Latest revision as of 12:27, 13 November 2018

Salmonella infection model

We want to simulate the situation that tumor cells and Salmonella together in a liquid environment. We used the law of mass action to establish a model for the infection process of Salmonella, which is dimensionless.

$$N_{normal} + S_{almonella} \overset{Aw}{\rightarrow} N_{w} + S_{al\_normal}$$

$$N_{tumor} + S_{almonella} \overset{As}{\rightarrow} N_{s} + S_{al\_tumor}$$

$$S_{almonella} = S_{almonella}(t0) - N_{normal\_cell} - N_{tumor}$$

$$\dfrac {dN_{w}} {d_{t}} = A_{w} S_{almonella} N_{w}$$

$$\dfrac {dN_{s}} {d_{t}} = A_{s} S_{almonella} N_{s}$$

$$\dfrac {dS_{almonella}} {d_{t}} = - \dfrac {dN_{w}} {d_{t}} - \dfrac {dN_{s}} {d_{t}}$$

\(N_{normal\_cell}\): The density of normal cells.
\(S_{almonella}\): The density of Salmonella in the liquid environment.
\(N_{tumor}\): The density of tumor cells.
\(N_w\): The number of Salmonella in the normal cells.
\(N_s\): The number of Salmonella in the tumor cells.
\(A_w\): The affinity between Salmonella and normal cells.
\(A_s\): The affinity between Salmonella and tumor cells.
\(S_{al\_normal}\): The density of infected normal cells.
\(S_{al\_tumor}\): The density of infected tumor cells.

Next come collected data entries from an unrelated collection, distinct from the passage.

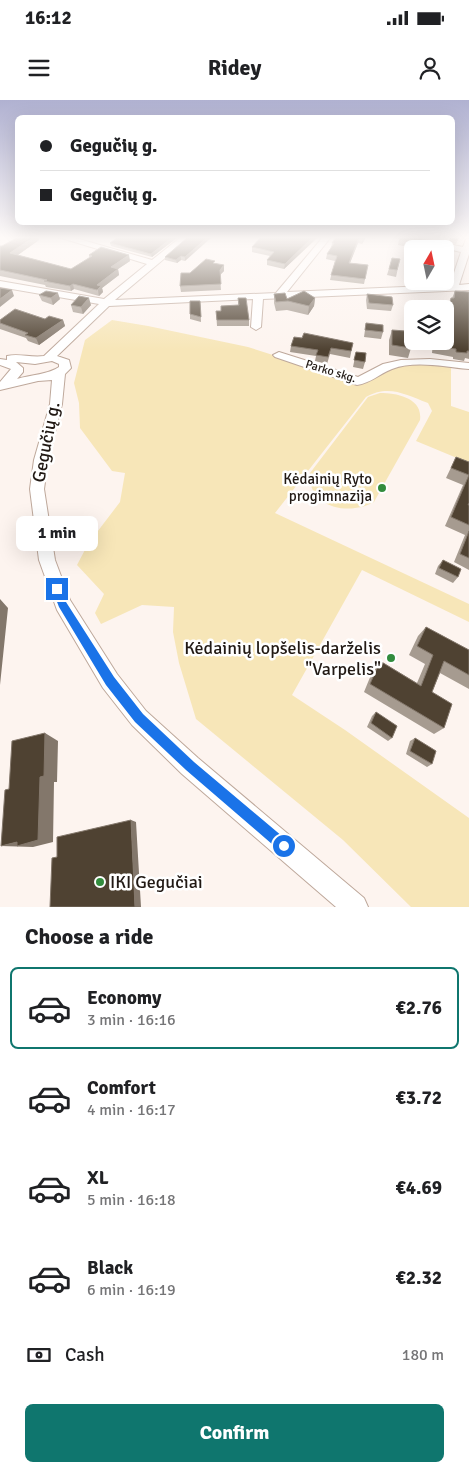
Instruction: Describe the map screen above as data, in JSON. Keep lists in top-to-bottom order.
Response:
{
  "streets": {
    "street": ["Parko skg.", "Gegučių g."]
  },
  "places": ["Kėdainių Ryto progimnazija", "Kėdainių lopšelis-darželis \"Varpelis\"", "IKI Gegučiai"],
  "north": "top",
  "page": {
    "status": "16:12",
    "header": "Ridey",
    "banner": ["Gegučių g.", "Gegučių g."],
    "bubble": "1 min",
    "heading": "Choose a ride",
    "list": [
      {
        "name": "Economy",
        "note": "3 min · 16:16",
        "value": "€2.76"
      },
      {
        "name": "Comfort",
        "note": "4 min · 16:17",
        "value": "€3.72"
      },
      {
        "name": "XL",
        "note": "5 min · 16:18",
        "value": "€4.69"
      },
      {
        "name": "Black",
        "note": "6 min · 16:19",
        "value": "€2.32"
      }
    ],
    "pay": ["Cash", "180 m"],
    "buttons": "Confirm"
  }
}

Salmonella begins to replicate two hours after infection1 .

$$\dfrac {dN_{sal}} {d_{t}}(t) =$$

$$\dfrac {dS_{al}} {d_{t}}(t) + S_{al}(t-2) 2^{\dfrac {t-2} {T}} \ln{2}\dfrac {1} {T} $$

\(T\): Cell cycle.

Identification of infection time

According to our experimental results, we noticed that Salmonella might follow Poisson distribution in cells, so we use Matlab to judge the distribution of bacteria in the cells. We assume that the area less than 1 in the Poisson distribution is a part of cells which are not infected by Salmonella. According to our experimental results, cells which are infected by only one Salmonella can also die of pyroptosis. Based on this feature, we divide cells into uninfected and infected cells. When the average number of bacteria in the cell changes, which means that the λ of Possion distribution changes, the ratio of the two kind of cells will change. In summary, when the average number of Salmonella in cells changes, the proportion of dead cells will change.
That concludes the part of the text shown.